Learn the basic mechanism of liquidity provisioning on Buffer
The Buffer liquidity pools (BLP) provide market-making liquidity for exotic options trading.
It works by locking up a certain amount of liquidity at the time of option buying, which is then used to pay out profits for in-the-money (ITM) options at the time of expiry.
When an option is bought, the settlement fee (15%) charged is sent to the pool, and the pool locks up the corresponding liquidity.
- When traders win (positive PnL), their winnings are received from the vault.
- When traders lose (negative PnL), their losses are sent to the vault.

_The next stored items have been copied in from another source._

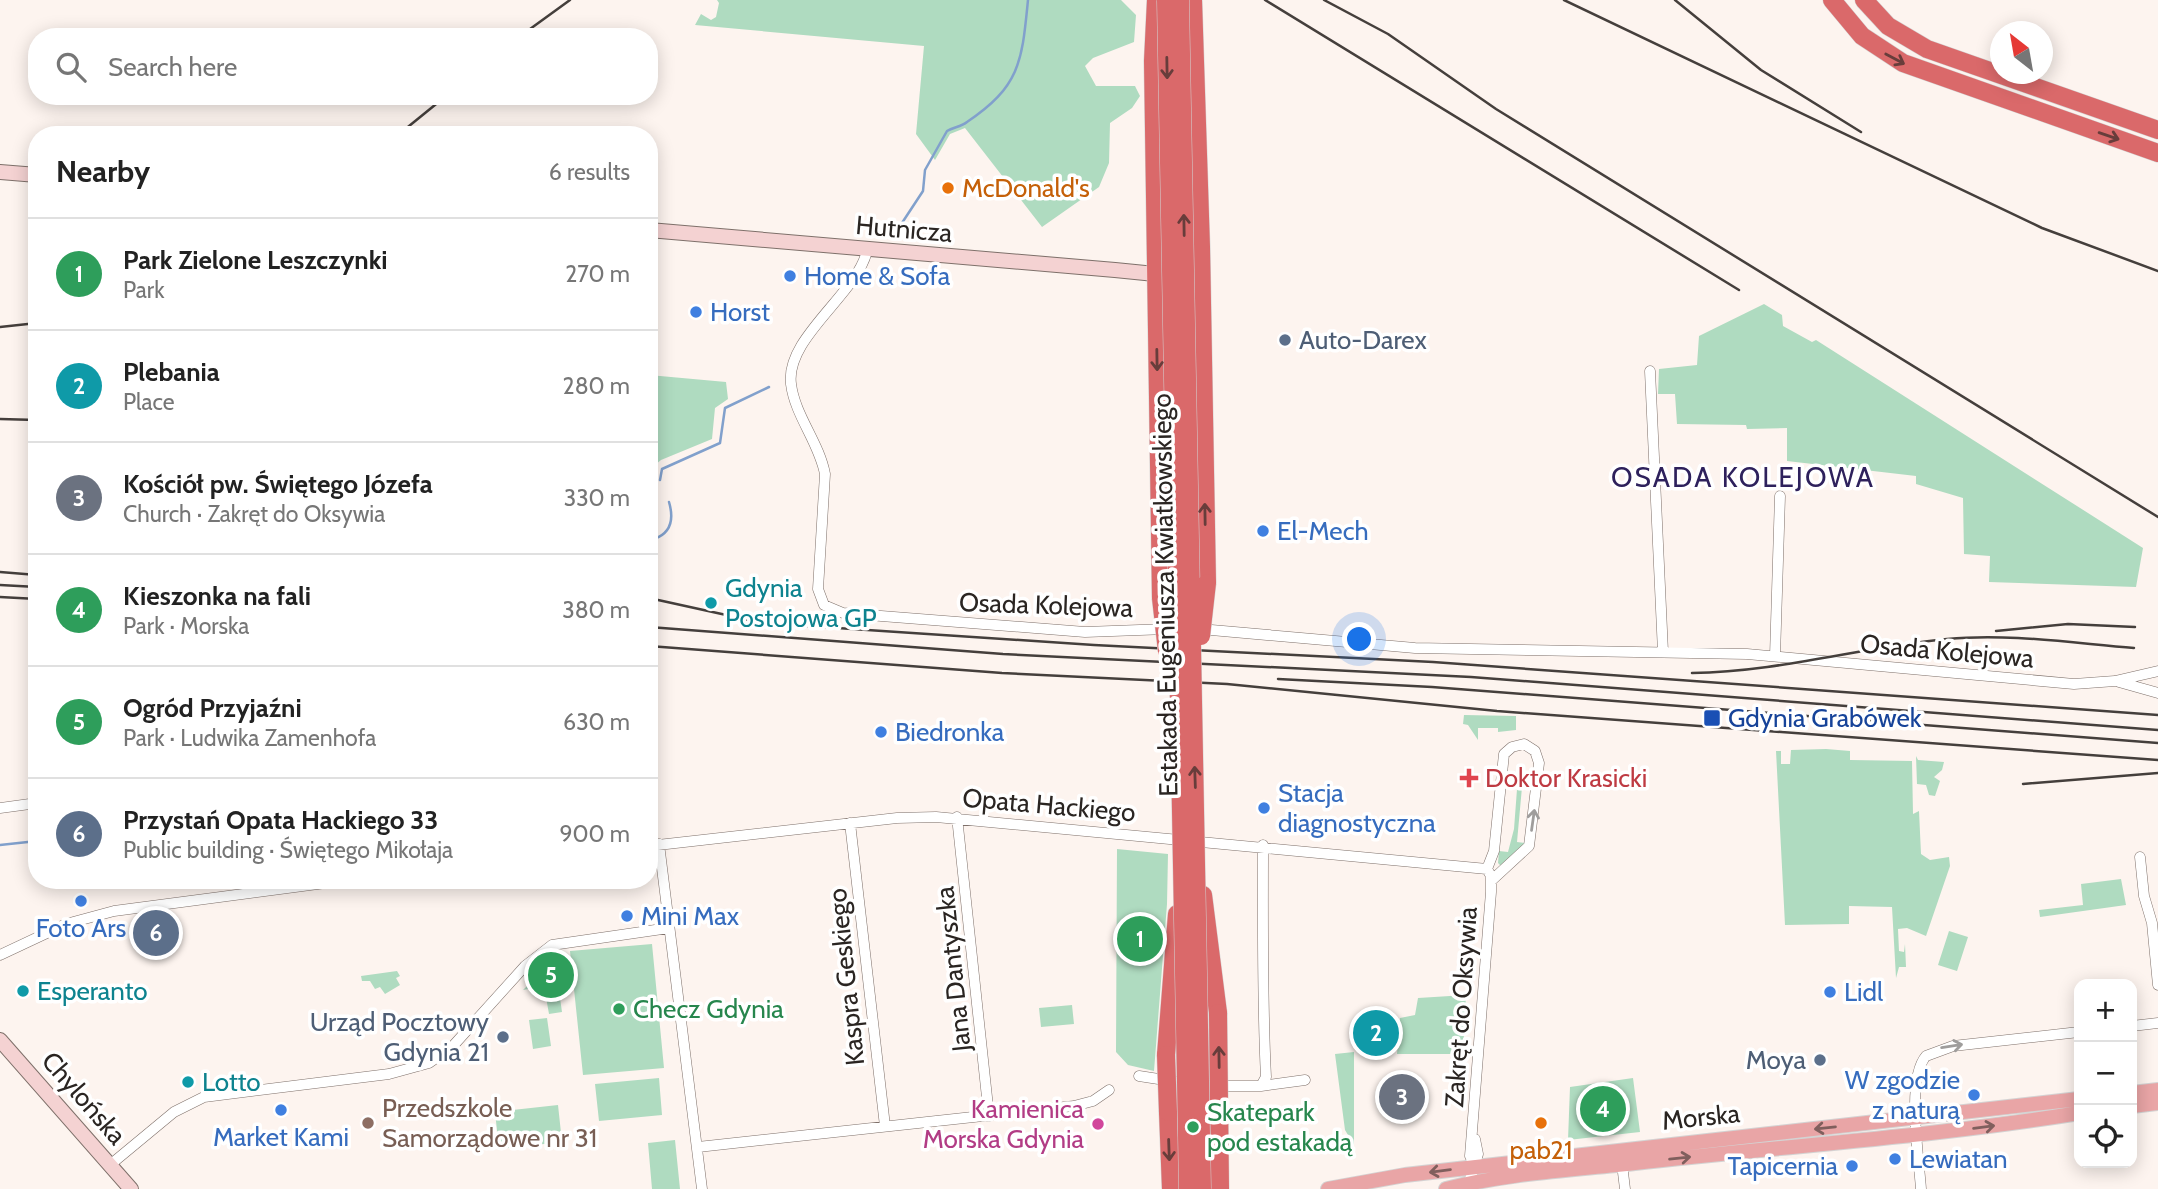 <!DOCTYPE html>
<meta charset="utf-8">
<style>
:root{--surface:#fff;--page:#f2f2f2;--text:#222;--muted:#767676;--line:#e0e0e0;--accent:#111827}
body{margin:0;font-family:Cabin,sans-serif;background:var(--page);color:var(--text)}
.controls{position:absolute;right:21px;bottom:21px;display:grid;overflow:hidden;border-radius:14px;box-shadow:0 4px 18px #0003}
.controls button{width:63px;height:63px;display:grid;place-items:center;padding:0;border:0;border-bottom:2px solid var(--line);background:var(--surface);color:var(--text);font:35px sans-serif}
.compass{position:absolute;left:1990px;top:21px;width:63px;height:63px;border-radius:50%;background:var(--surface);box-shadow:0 4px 18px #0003;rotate:329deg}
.you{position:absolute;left:1360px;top:640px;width:24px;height:24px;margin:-18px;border:5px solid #fff;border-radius:50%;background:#1a73e8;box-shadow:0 0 0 10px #1a73e833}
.badge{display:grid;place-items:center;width:46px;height:46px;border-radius:50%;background:var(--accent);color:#fff;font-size:23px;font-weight:700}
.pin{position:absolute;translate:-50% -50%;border:4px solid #fff;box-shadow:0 2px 7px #0006}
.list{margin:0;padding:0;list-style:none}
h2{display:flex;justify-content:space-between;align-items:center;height:91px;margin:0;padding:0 28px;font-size:30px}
h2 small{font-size:23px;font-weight:400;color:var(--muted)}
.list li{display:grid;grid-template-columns:46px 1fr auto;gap:21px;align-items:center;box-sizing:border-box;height:112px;padding:0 28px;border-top:2px solid var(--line)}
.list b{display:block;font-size:26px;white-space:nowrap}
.list p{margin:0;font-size:23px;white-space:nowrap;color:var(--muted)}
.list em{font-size:23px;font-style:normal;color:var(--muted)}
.icon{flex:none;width:38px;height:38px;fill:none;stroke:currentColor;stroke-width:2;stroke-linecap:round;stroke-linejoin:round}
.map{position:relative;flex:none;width:2158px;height:1189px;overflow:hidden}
.search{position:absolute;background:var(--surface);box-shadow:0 4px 18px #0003;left:28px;top:28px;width:630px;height:77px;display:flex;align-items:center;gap:18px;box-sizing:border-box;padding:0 24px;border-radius:28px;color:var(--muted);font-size:26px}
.panel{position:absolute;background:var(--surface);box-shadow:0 4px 18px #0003;left:28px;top:126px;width:630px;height:763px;border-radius:28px}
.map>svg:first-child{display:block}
</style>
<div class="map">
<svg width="2158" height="1189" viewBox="0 0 2158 1189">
<rect width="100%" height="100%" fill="#fdf4ef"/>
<path fill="#afdbc0" d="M717,0H1121L1136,15L1134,42L1093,58L1085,66L1096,86H1135L1140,96L1132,108L1110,123L1109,163L1099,187L1042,227L965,128L950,134L935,160L916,134L924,46L695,25L701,14L711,20L716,17L719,3Z
M1764,304L1782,315L1783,326L1812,342L1816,340L2143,548L2136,587L1989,582L1990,556L1964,554L1963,498L1916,484V476L1787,461V428L1747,429L1746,425L1677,424L1675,394H1658L1659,369L1697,365L1699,336Z
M649,375L726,382L728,399L715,408L712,439L661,460L649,470Z
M1464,715L1516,716V730L1498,732V728H1478V740L1468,725L1463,724Z
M1826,749L1850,751V760L1912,761L1913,814L1919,811L1921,854L1930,860L1949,857L1950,866L1926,936L1907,928L1898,929L1899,951L1904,952L1905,944L1906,967H1899L1896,978L1892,907L1849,906V924L1785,925L1776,751H1781V764H1790L1791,750Z
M1916,756L1918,760L1944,762L1942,770L1934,777L1940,781L1935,796L1929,795L1926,785L1917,784Z
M1518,776H1523L1517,842L1525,843L1501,866L1498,863L1499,851L1508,852L1514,829Z
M1117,849L1168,854L1167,904L1154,1071L1128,1065L1116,1052Z
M2121,879L2126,905L2040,917L2039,910L2083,905L2081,884Z
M1949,931L1968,937L1957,971L1938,965Z
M652,944L664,1068L583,1075L570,951Z
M562,952L566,982L558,984L562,1012L549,1014L544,986L523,990Z
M397,971L400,976L396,978L400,985L385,994L380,987L375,989L370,981H362L361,976Z
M1466,995L1463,1054H1397L1400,1018L1415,1015L1418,998Z
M1072,1005L1074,1024L1041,1027L1039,1008Z
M547,1018L551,1046L533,1049L529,1020Z
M1354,1052V1145L1345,1130L1335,1054Z
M659,1078L662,1115L599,1121L595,1084Z
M1633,1078L1640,1132L1568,1140L1570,1087Z
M558,1105L562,1142L499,1149L495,1112Z
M675,1140L680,1189H652L648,1143Z"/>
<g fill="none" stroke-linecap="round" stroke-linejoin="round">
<path stroke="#81a0cc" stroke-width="2.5" d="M898,229L923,191L925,170L947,131C953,127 961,127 967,122C1021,86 1022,60 1028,0
M660,480L662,469L720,443L725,408L769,387
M654,539C671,533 674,519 669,502
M0,845L37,841"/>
<defs>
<path id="street" d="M867,251C857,294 785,338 791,384C795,416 819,442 825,474L818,589L824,605L843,613L1085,632L1167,629
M1650,371L1663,652
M1200,629L1415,648L1747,654L2074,684L2115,681L2158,671
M1775,656L1780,496
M2119,682L2158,693
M0,808L37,803
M957,817L989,1116
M850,823L885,1126
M659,844L702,1189
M649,846L897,818L936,817L1487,869
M2140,857L2144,896L2152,923L2158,985
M1487,869L1494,851L1504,754L1512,747L1524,744L1535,751L1539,763L1529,846L1491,881
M0,955L66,924L114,911L348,880
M2132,1026L2158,1023
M1139,1076L1191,1084
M1216,1086H1261L1305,1080
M1261,1086L1266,1077C1262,1000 1263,923 1263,845
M698,1147L1074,1106L1093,1101L1109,1090
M1622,1164L1625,1189
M110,1165L174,1112L204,1097L389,1074L429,1063L452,1047L525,966L552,945L669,928
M1475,1167L1470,1156L1491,892V876L1487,869
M1469,1183L1478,1154L1475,1139
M1921,1189C1919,1158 1906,1079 1926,1056L1953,1046L2079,1032"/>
<path id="secondary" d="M0,172L37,175
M649,230L1115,270L1155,274L1163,270
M0,1040L131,1189"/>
<path id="primary" d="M2132,1093L2158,1090
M2132,1106L2158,1103
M1328,1189L1405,1175L2079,1099
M1446,1189C1507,1173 1572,1170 1635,1163C1783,1146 1932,1137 2079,1113"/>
<path id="highway" d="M1156,0L1153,61L1161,598
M1193,0L1201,247L1207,583
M1832,0L1862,36L1903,63L2158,153
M1864,0L1888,26L1927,49L2158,130
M1203,895L1218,1013
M1166,1055L1177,914
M1219,1102L1220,1189
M1168,1112L1171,1189"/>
</defs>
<use href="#street" stroke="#7e706a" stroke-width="11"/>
<use href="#secondary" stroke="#7e706a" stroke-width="16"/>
<use href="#primary" stroke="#d4d3d3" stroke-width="16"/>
<use href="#highway" stroke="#d4d3d3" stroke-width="19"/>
<use href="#street" stroke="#fff" stroke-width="10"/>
<use href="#secondary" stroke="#f4d2d2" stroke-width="14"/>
<use href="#primary" stroke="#e9a5a6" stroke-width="14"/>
<use href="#highway" stroke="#da696a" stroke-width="18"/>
<path stroke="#453f3c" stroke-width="2.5" d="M1265,0L1739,290
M1324,0L1388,34L1496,109L2158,517
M1564,0L2042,228L2158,271
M1675,0L1761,70L1861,132
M519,37L570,0
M398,135L446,96
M0,327L37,323
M0,419L37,420
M0,572L37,575
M0,585L37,587
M0,597L37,599
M649,598L749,620L792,625L1094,645L1433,662L2158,715
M649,627L1003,654L1471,677L2158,730
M1996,631L2068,624L2135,627
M649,646L1002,673L1227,684L1497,711L2158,760
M1692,673C1778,672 1862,647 1947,639C2008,633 2072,643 2134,648
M1278,679L1432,687L2158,743
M2023,784L2158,773"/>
<defs>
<path id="highway-bridge" d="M1166,0L1188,1189
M1180,0L1202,1189
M1161,598L1167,651
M1201,636L1207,583
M1218,1013L1219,1102
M1166,1055L1168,1112"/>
</defs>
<use href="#highway-bridge" stroke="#d4d3d3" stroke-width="19" stroke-linecap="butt"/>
<use href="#highway-bridge" stroke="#da696a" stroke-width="18"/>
</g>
<defs><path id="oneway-shaft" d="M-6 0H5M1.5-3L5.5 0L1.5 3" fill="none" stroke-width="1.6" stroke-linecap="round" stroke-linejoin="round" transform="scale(1.75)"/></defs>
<g stroke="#683d3b">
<use href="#oneway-shaft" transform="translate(1895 59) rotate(28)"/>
<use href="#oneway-shaft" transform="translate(1167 68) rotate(89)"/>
<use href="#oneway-shaft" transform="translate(2109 136) rotate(19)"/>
<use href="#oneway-shaft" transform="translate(1184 225) rotate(-91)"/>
<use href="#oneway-shaft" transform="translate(1157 360) rotate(89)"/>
<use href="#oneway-shaft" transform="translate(1205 514) rotate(-91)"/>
<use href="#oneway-shaft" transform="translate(1195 777) rotate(-92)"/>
<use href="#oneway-shaft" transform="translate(1219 1057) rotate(-91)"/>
<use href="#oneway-shaft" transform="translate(1169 1150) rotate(88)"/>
</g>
<g stroke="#9f9d9c">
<use href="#oneway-shaft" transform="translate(1533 820) rotate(-82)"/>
<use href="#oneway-shaft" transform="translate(1952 1046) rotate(-9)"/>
</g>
<g stroke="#805f5d">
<use href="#oneway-shaft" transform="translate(1984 1127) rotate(-7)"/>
<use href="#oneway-shaft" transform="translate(1825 1128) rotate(174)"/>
<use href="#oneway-shaft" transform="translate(1680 1158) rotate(-6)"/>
<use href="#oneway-shaft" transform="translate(1440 1171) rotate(173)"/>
</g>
<g fill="#e8710a" stroke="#fff" stroke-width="2.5">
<circle cx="948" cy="188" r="7"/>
<circle cx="1541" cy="1123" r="7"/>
</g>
<g fill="#3f7fe0" stroke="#fff" stroke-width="2.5">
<circle cx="790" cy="276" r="7"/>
<circle cx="696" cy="312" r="7"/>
<circle cx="1263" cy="531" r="7"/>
<circle cx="881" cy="732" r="7"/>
<circle cx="1264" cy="808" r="7"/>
<circle cx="81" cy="901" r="7"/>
<circle cx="627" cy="916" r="7"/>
<circle cx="1830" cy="992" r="7"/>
<circle cx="1974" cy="1095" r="7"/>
<circle cx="281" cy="1110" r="7"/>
<circle cx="1895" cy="1159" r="7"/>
<circle cx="1852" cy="1166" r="7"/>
</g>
<g fill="#5c6f8a" stroke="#fff" stroke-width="2.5">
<circle cx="1285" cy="340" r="7"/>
<circle cx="503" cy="1037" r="7"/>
<circle cx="1820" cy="1060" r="7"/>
</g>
<g fill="#0f9aa8" stroke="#fff" stroke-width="2.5">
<circle cx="711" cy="603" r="7"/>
<circle cx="23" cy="991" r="7"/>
<circle cx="188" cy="1082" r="7"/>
</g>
<rect fill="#1a4fb4" stroke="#fff" stroke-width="2.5" x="1703" y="709" width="18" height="18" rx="3.5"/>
<path fill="#e0444e" stroke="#fff" stroke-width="2.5" d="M1465.5 767.5h7v7h7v7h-7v7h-7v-7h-7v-7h7z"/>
<g fill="#2e9e5b" stroke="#fff" stroke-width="2.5">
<circle cx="619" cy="1009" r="7"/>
<circle cx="1193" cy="1127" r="7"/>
</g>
<circle fill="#8d6e63" stroke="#fff" stroke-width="2.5" cx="368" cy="1123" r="7"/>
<circle fill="#d1479c" stroke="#fff" stroke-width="2.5" cx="1098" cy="1124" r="7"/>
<g text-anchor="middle" stroke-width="7" stroke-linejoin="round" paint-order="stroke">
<g font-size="26" fill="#c56008" stroke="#fff" text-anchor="start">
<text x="962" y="197">McDonald's</text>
<text x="1541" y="1159" text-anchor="middle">pab21</text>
</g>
<g font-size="26" fill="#2a2522" stroke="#fff">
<text transform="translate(904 229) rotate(5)" y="9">Hutnicza</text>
<text transform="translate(1165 595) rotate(-91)" y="9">Estakada Eugeniusza Kwiatkowskiego</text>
<text transform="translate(1046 605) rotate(2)" y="9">Osada Kolejowa</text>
<text transform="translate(1947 651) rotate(5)" y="9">Osada Kolejowa</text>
<text transform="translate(1049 805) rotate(5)" y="9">Opata Hackiego</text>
<text transform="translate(953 969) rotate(-96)" y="9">Jana Dantyszka</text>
<text transform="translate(846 977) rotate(-96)" y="9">Kaspra Geskiego</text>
<text transform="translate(1461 1007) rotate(-86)" y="9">Zakręt do Oksywia</text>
<text transform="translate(84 1098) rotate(49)" y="9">Chylońska</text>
<text transform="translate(1701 1117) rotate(-6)" y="9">Morska</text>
</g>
<g font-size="26" fill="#366cbe" stroke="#fff" text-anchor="start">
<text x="804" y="285">Home &amp; Sofa</text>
<text x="710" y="321">Horst</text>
<text x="1277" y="540">El-Mech</text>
<text x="895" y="741">Biedronka</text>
<text x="1278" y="802">Stacja<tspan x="1278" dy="30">diagnostyczna</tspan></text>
<text x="641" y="925">Mini Max</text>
<text x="81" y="937" text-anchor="middle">Foto Ars</text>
<text x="1844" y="1001">Lidl</text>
<text x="1960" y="1089" text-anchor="end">W zgodzie<tspan x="1960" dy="30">z naturą</tspan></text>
<text x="281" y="1146" text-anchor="middle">Market Kami</text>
<text x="1909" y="1168">Lewiatan</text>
<text x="1838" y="1175" text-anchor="end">Tapicernia</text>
</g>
<g font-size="26" fill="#4e5e75" stroke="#fff" text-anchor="end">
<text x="1299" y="349" text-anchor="start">Auto-Darex</text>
<text x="489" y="1031">Urząd Pocztowy<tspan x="489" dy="30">Gdynia 21</tspan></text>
<text x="1806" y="1069">Moya</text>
</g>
<g font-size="26" fill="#0d838f" stroke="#fff" text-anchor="start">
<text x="725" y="597">Gdynia<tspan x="725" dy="30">Postojowa GP</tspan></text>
<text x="37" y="1000">Esperanto</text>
<text x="202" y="1091">Lotto</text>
</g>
<g font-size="26" fill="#164399" stroke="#fff" text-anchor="start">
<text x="1728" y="727">Gdynia Grabówek</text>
</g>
<g font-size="26" fill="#be3a42" stroke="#fff" text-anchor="start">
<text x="1485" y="787">Doktor Krasicki</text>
</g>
<g font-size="26" fill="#27864d" stroke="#fff" text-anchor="start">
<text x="633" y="1018">Checz Gdynia</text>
<text x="1207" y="1121">Skatepark<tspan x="1207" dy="30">pod estakadą</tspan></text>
</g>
<g font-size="26" fill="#785e54" stroke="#fff" text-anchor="start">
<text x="382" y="1117">Przedszkole<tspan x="382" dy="30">Samorządowe nr 31</tspan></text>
</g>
<g font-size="26" fill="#b23c85" stroke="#fff" text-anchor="end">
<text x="1084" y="1118">Kamienica<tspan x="1084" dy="30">Morska Gdynia</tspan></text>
</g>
<g font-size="28" letter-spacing="2" fill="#2e215c" stroke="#fff">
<text x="1743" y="487">OSADA KOLEJOWA</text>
</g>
</g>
</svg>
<div class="controls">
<button>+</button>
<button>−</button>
<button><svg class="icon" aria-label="locate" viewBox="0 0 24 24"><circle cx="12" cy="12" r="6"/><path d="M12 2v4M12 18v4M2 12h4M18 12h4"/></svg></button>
</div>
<svg class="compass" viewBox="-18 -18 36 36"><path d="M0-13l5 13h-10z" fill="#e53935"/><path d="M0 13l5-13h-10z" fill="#767676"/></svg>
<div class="you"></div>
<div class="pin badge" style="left:1140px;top:939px;background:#2e9e5b">1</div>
<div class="pin badge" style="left:1376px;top:1033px;background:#0f9aa8">2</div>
<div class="pin badge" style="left:1402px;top:1097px;background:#6b7280">3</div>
<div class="pin badge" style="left:1603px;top:1109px;background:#2e9e5b">4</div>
<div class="pin badge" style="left:551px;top:975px;background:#2e9e5b">5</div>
<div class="pin badge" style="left:156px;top:933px;background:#5c6f8a">6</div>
<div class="search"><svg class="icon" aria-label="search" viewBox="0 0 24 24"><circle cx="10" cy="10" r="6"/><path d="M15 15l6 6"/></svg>Search here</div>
<section class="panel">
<h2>Nearby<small>6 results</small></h2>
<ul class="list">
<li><span class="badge" style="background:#2e9e5b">1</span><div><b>Park Zielone Leszczynki</b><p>Park</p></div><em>270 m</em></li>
<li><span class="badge" style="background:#0f9aa8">2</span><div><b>Plebania</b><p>Place</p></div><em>280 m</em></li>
<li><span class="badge" style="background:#6b7280">3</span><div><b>Kościół pw. Świętego Józefa</b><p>Church · Zakręt do Oksywia</p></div><em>330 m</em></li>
<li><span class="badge" style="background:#2e9e5b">4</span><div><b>Kieszonka na fali</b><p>Park · Morska</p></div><em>380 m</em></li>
<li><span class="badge" style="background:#2e9e5b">5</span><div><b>Ogród Przyjaźni</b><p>Park · Ludwika Zamenhofa</p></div><em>630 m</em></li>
<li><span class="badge" style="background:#5c6f8a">6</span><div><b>Przystań Opata Hackiego 33</b><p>Public building · Świętego Mikołaja</p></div><em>900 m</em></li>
</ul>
</section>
</div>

In exchange, the vault receives a portion of trading fees. These fees are proportionally split among Liquidity providers and BFR stakers incentivizing stakers to stay in the vault.
Multiple pools are available for trading depending on the selected markets. Trades can be placed in a non-custodial manner, allowing traders to remain in the custody of their assets even a trade is open.
Collateralization of the vault depends on trader PnL. If the locked liquidity is greater than the premium received, which helps to ensure that the pool has enough liquidity to cover potential reward payouts for ITM options. The profit earned by the pool is distributed among the liquidity providers in proportion to the liquidity they have added.
BLP is network and asset specific.
- USDC-based BLP (uBLP): earns 55% of platform fees distributed in USDC
- ARB-based BLP (aBLP): earns 70% of the platform fees distributed in ARB (via monthly airdrops)
The POL-based BFR pool seeded by the Buffer treasury, follows the same mechanics as BLP - traders' profits are sourced from the pool, while their losses are directed to it.
Inflows/outflows will be subject to governance once the Buffer DAO is implemented.
Note v2.5.1 does not support trading using $BFR as collateral. We are working on adding support for more collateral types. Traders keen on using $BFR as trading asset can do so on the Buffer Classic App.